BEGIN SUPPLIED DATA

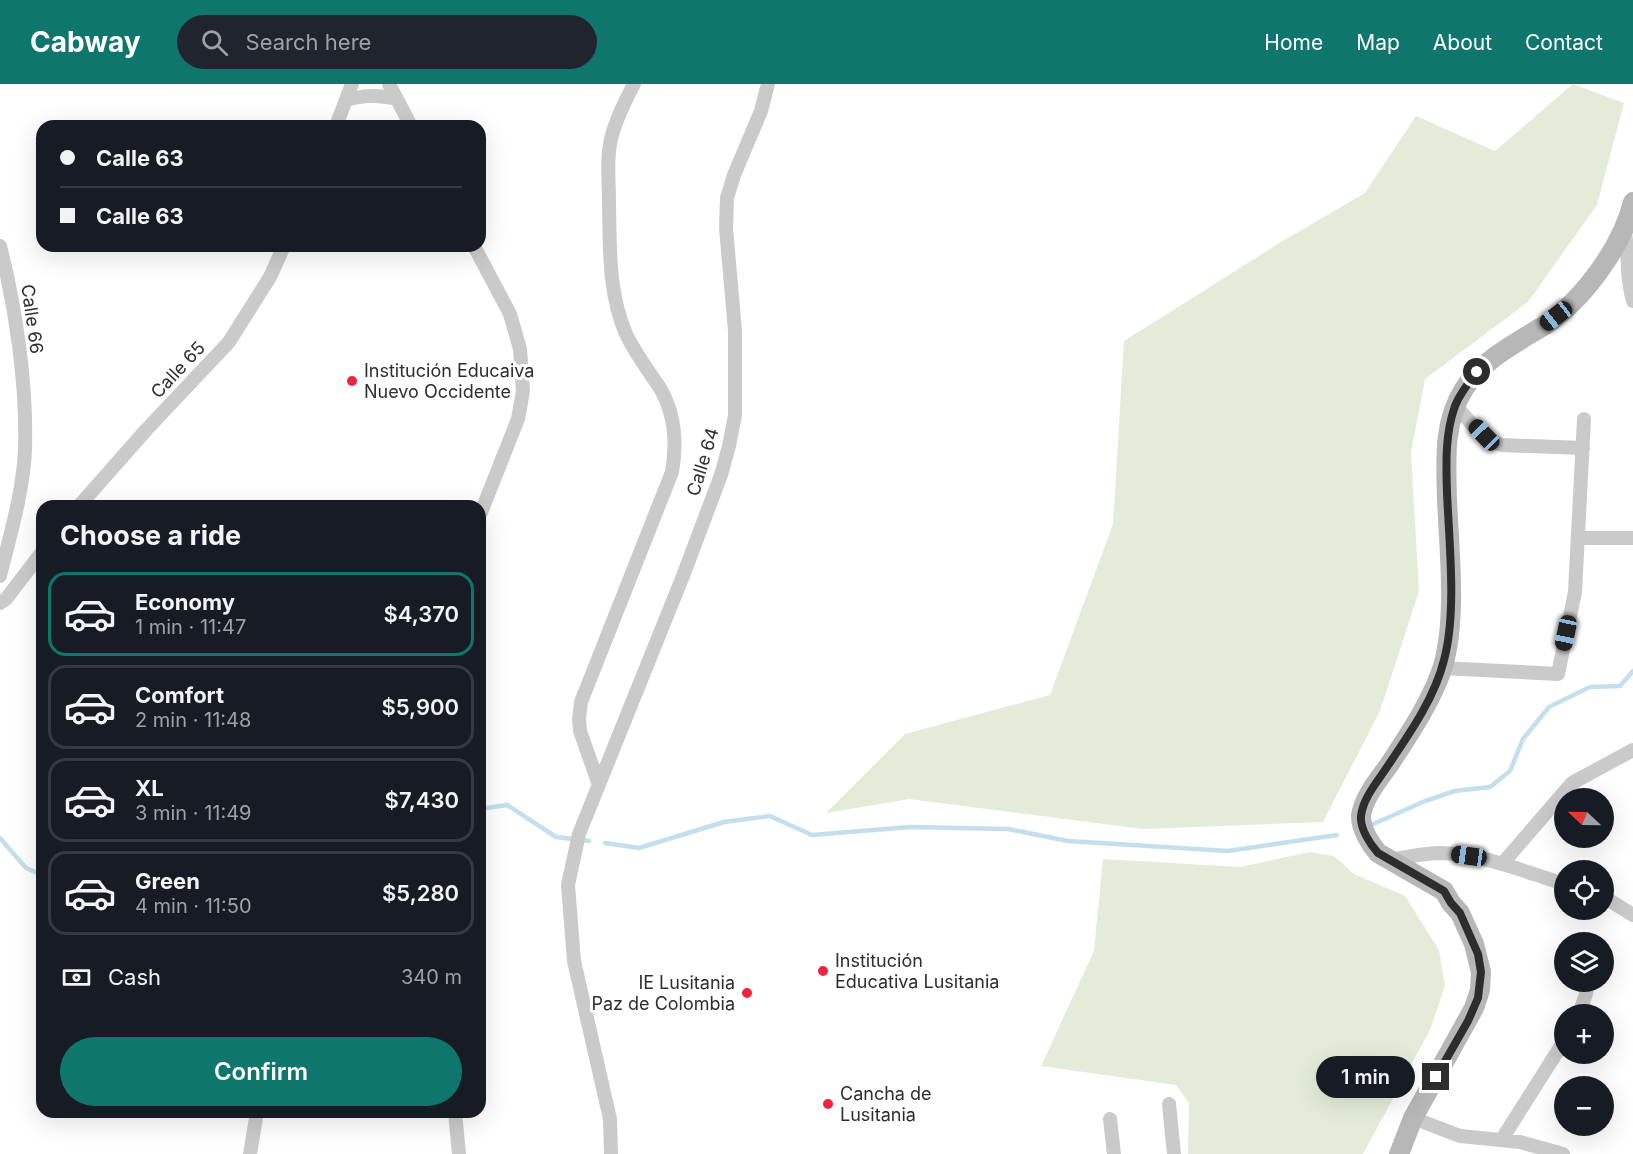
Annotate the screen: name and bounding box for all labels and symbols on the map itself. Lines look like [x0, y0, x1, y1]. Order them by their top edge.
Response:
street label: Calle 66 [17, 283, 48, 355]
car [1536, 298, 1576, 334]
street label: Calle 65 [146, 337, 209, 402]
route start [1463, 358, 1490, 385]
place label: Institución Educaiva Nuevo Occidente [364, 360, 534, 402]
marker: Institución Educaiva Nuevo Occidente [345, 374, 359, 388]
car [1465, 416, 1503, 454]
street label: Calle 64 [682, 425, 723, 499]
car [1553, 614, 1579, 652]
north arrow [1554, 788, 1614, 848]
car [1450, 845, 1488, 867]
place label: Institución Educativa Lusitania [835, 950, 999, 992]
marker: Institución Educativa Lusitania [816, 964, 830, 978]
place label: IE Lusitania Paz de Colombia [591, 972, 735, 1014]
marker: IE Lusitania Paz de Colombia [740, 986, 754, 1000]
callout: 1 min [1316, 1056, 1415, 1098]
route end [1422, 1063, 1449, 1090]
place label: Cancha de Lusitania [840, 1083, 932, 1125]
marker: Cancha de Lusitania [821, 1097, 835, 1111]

END SUPPLIED DATA

● WHAT TO DO: Could you output the lines above exactly, with no pictures included?

● ANSWER SPACE:
Annotate the screen: name and bounding box for all labels and symbols on the map itself. Lines look like [x0, y0, x1, y1]. Order them by their top edge.
Response:
street label: Calle 66 [17, 283, 48, 355]
car [1536, 298, 1576, 334]
street label: Calle 65 [146, 337, 209, 402]
route start [1463, 358, 1490, 385]
place label: Institución Educaiva Nuevo Occidente [364, 360, 534, 402]
marker: Institución Educaiva Nuevo Occidente [345, 374, 359, 388]
car [1465, 416, 1503, 454]
street label: Calle 64 [682, 425, 723, 499]
car [1553, 614, 1579, 652]
north arrow [1554, 788, 1614, 848]
car [1450, 845, 1488, 867]
place label: Institución Educativa Lusitania [835, 950, 999, 992]
marker: Institución Educativa Lusitania [816, 964, 830, 978]
place label: IE Lusitania Paz de Colombia [591, 972, 735, 1014]
marker: IE Lusitania Paz de Colombia [740, 986, 754, 1000]
callout: 1 min [1316, 1056, 1415, 1098]
route end [1422, 1063, 1449, 1090]
place label: Cancha de Lusitania [840, 1083, 932, 1125]
marker: Cancha de Lusitania [821, 1097, 835, 1111]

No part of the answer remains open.